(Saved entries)

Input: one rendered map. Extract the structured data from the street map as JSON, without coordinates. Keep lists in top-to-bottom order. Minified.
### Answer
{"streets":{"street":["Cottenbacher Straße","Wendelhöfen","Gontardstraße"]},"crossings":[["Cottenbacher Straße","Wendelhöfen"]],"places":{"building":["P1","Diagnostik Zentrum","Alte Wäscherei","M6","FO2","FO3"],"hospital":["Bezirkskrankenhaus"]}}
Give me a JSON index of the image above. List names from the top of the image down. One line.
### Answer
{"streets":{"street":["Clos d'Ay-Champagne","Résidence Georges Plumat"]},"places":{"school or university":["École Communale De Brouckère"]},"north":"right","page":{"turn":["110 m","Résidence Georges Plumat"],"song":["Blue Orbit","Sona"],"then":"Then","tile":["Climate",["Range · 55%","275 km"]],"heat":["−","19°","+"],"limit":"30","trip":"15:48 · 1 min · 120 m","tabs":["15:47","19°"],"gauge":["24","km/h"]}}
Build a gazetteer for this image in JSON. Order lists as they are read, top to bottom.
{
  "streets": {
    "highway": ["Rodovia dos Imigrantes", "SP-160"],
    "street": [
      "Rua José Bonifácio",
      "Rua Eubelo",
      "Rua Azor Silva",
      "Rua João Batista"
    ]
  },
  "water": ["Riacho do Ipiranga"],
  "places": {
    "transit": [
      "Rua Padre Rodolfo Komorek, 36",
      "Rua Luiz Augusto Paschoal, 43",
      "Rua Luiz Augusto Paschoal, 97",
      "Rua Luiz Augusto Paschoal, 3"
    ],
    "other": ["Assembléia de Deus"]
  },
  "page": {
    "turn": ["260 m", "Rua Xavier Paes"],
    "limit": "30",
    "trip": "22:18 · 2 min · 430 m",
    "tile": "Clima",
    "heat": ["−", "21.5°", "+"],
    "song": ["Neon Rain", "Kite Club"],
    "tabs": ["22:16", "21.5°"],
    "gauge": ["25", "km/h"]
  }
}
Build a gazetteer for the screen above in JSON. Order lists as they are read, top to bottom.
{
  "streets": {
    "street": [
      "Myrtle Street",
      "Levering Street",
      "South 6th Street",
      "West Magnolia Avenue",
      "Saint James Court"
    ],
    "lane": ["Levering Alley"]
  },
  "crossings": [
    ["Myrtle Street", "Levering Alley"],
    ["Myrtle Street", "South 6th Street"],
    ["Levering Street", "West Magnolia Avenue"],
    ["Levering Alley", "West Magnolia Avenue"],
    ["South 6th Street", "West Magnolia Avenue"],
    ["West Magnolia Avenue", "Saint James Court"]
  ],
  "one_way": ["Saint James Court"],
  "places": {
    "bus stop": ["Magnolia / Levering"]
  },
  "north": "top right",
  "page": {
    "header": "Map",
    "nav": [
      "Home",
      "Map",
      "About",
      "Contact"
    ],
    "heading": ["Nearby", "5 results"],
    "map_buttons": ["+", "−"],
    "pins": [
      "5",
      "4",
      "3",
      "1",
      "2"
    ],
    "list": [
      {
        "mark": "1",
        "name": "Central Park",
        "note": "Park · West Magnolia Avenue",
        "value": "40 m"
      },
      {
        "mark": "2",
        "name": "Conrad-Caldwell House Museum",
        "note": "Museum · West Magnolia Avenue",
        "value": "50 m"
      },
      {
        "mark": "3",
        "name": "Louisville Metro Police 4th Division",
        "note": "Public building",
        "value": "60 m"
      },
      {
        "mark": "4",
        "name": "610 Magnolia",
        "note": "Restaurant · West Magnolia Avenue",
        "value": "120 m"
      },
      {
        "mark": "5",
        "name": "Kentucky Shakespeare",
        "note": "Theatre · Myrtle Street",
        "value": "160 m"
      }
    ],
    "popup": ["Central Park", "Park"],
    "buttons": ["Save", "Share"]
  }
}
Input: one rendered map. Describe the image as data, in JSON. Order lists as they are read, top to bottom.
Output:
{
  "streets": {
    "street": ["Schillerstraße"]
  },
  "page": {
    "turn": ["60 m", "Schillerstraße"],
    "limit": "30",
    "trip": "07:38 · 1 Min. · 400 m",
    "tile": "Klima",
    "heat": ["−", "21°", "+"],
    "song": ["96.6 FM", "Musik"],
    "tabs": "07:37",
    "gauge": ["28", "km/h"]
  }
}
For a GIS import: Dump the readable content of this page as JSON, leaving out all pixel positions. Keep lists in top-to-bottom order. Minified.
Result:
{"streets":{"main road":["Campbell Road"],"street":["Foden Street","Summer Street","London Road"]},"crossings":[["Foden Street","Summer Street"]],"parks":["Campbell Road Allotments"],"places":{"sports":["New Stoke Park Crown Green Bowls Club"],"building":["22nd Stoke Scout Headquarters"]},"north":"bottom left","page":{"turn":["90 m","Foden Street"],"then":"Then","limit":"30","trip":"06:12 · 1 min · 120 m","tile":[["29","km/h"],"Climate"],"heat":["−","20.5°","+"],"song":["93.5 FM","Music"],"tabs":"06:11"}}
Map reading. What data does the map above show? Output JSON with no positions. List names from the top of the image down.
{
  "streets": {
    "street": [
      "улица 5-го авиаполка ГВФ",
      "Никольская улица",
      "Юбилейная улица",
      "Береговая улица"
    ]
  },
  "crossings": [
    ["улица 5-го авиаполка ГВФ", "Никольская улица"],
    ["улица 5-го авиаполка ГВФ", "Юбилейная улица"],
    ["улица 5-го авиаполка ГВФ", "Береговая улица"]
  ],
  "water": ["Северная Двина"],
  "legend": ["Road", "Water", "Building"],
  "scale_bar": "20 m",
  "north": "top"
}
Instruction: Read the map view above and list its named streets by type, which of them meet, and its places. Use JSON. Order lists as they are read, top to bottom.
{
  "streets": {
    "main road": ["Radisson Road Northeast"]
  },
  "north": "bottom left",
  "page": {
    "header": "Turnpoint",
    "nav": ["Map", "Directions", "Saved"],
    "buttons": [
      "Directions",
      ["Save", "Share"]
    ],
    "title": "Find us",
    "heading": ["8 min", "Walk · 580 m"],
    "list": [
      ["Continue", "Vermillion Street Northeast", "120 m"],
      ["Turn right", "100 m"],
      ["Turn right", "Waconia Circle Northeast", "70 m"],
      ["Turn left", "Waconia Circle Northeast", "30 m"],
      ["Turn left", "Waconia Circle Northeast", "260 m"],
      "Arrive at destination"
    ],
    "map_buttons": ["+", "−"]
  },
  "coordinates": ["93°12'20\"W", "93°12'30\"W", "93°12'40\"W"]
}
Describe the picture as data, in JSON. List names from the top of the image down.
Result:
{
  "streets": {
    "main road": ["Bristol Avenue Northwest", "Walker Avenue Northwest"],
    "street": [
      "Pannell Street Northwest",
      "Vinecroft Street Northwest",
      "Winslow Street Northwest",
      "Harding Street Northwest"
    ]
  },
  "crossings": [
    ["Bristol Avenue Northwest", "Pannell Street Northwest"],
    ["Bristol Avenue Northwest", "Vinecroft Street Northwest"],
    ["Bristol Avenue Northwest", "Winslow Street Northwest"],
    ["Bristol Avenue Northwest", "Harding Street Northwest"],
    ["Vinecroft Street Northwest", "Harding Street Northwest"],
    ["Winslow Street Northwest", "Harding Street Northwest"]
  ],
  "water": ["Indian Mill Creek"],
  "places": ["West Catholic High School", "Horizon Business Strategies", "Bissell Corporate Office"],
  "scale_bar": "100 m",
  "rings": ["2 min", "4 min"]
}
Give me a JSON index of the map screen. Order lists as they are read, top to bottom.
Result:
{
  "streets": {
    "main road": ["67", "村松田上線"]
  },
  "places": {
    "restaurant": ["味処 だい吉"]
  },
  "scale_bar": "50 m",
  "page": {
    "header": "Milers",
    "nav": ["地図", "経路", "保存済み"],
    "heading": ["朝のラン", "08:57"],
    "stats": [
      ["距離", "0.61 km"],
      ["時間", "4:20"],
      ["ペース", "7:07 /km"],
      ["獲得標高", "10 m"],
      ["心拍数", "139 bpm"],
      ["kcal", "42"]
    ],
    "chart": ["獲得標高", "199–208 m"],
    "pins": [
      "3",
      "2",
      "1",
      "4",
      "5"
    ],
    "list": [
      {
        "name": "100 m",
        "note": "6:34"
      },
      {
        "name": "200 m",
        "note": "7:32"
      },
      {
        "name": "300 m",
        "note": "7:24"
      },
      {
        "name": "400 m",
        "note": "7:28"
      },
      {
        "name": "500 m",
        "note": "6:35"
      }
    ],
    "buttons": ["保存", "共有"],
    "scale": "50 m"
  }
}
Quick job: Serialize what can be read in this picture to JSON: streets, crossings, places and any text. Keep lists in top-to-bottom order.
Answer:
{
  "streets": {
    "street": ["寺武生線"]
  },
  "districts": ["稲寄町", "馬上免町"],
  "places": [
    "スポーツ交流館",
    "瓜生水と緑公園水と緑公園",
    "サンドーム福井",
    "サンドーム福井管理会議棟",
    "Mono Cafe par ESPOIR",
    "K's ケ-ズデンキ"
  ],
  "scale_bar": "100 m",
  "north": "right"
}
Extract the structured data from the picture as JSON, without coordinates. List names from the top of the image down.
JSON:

> **ASSIGNMENT**: Of the lines above, show those in which "without" appears.

> **REPLY**:
Input: one rendered map. Extract the structured data from the street map as JSON, without coordinates. Keep lists in top-to-bottom order. Minified.
Extract the structured data from the picture as JSON, without coordinates. List names from the top of the image down.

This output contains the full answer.